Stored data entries
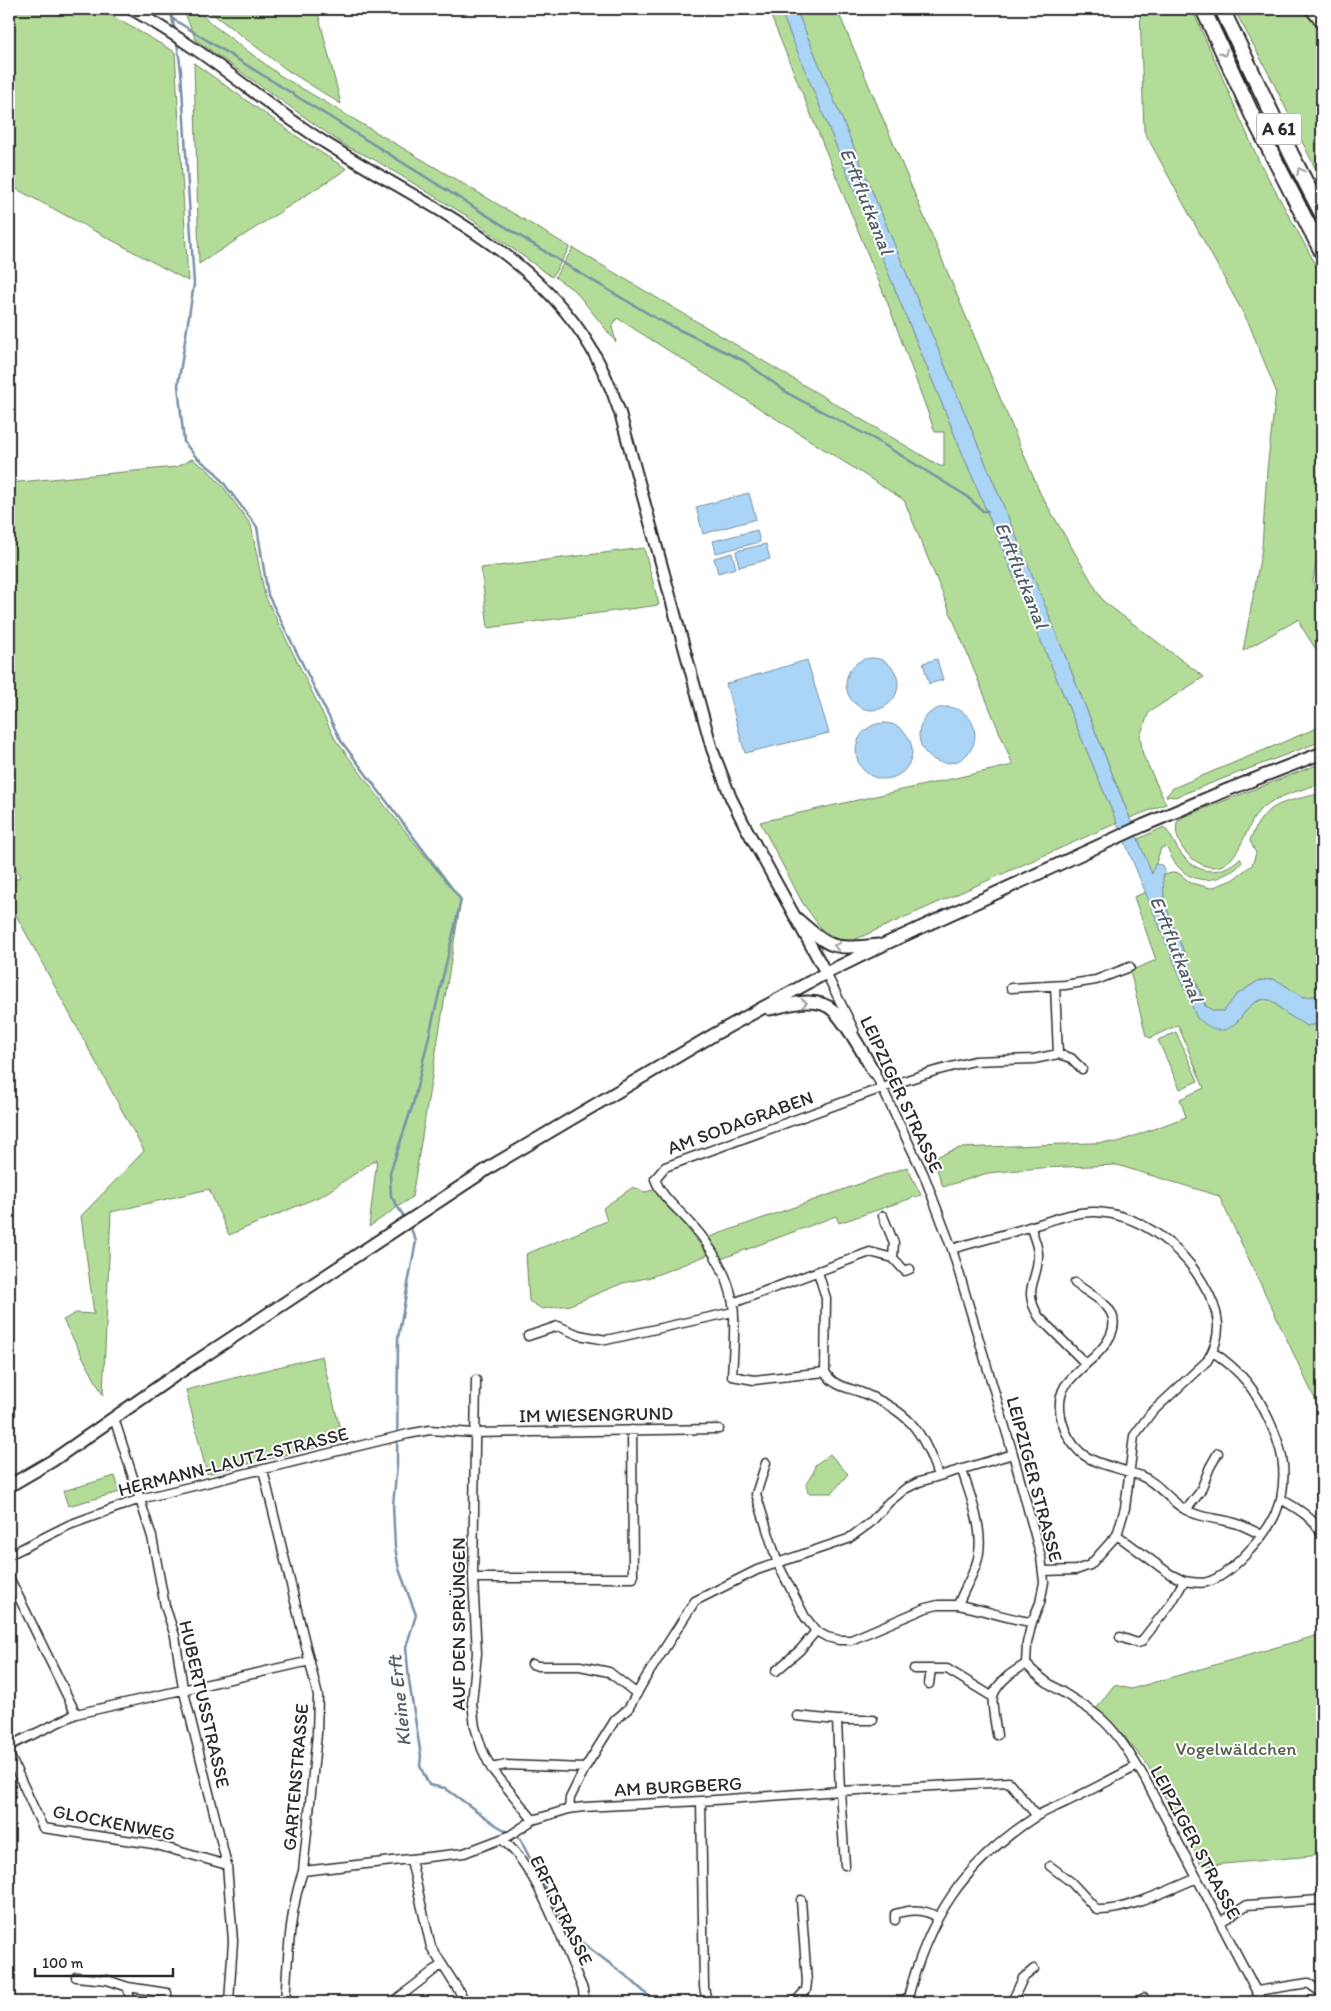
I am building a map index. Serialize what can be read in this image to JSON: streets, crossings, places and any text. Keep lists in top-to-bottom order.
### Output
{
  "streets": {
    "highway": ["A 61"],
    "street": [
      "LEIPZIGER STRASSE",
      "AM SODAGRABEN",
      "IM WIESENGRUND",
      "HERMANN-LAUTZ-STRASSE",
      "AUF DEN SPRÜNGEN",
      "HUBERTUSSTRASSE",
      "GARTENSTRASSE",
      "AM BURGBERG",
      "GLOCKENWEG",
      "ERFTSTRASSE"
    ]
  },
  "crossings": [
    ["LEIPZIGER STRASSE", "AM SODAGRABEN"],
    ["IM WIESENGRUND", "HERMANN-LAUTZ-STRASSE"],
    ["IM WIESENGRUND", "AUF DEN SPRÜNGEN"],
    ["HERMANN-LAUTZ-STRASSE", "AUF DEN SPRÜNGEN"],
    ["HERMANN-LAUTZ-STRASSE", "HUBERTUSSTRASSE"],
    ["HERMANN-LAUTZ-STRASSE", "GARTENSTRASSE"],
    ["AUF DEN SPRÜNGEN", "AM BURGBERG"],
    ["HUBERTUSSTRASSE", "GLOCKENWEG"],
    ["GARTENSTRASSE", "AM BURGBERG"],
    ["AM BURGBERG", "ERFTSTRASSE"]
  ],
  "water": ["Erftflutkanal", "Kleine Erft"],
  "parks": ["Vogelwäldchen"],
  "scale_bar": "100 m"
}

What to do: Retype the data exactly; images stay out.

Answer space:
I am building a map index. Serialize what can be read in this image to JSON: streets, crossings, places and any text. Keep lists in top-to-bottom order.
### Output
{
  "streets": {
    "highway": ["A 61"],
    "street": [
      "LEIPZIGER STRASSE",
      "AM SODAGRABEN",
      "IM WIESENGRUND",
      "HERMANN-LAUTZ-STRASSE",
      "AUF DEN SPRÜNGEN",
      "HUBERTUSSTRASSE",
      "GARTENSTRASSE",
      "AM BURGBERG",
      "GLOCKENWEG",
      "ERFTSTRASSE"
    ]
  },
  "crossings": [
    ["LEIPZIGER STRASSE", "AM SODAGRABEN"],
    ["IM WIESENGRUND", "HERMANN-LAUTZ-STRASSE"],
    ["IM WIESENGRUND", "AUF DEN SPRÜNGEN"],
    ["HERMANN-LAUTZ-STRASSE", "AUF DEN SPRÜNGEN"],
    ["HERMANN-LAUTZ-STRASSE", "HUBERTUSSTRASSE"],
    ["HERMANN-LAUTZ-STRASSE", "GARTENSTRASSE"],
    ["AUF DEN SPRÜNGEN", "AM BURGBERG"],
    ["HUBERTUSSTRASSE", "GLOCKENWEG"],
    ["GARTENSTRASSE", "AM BURGBERG"],
    ["AM BURGBERG", "ERFTSTRASSE"]
  ],
  "water": ["Erftflutkanal", "Kleine Erft"],
  "parks": ["Vogelwäldchen"],
  "scale_bar": "100 m"
}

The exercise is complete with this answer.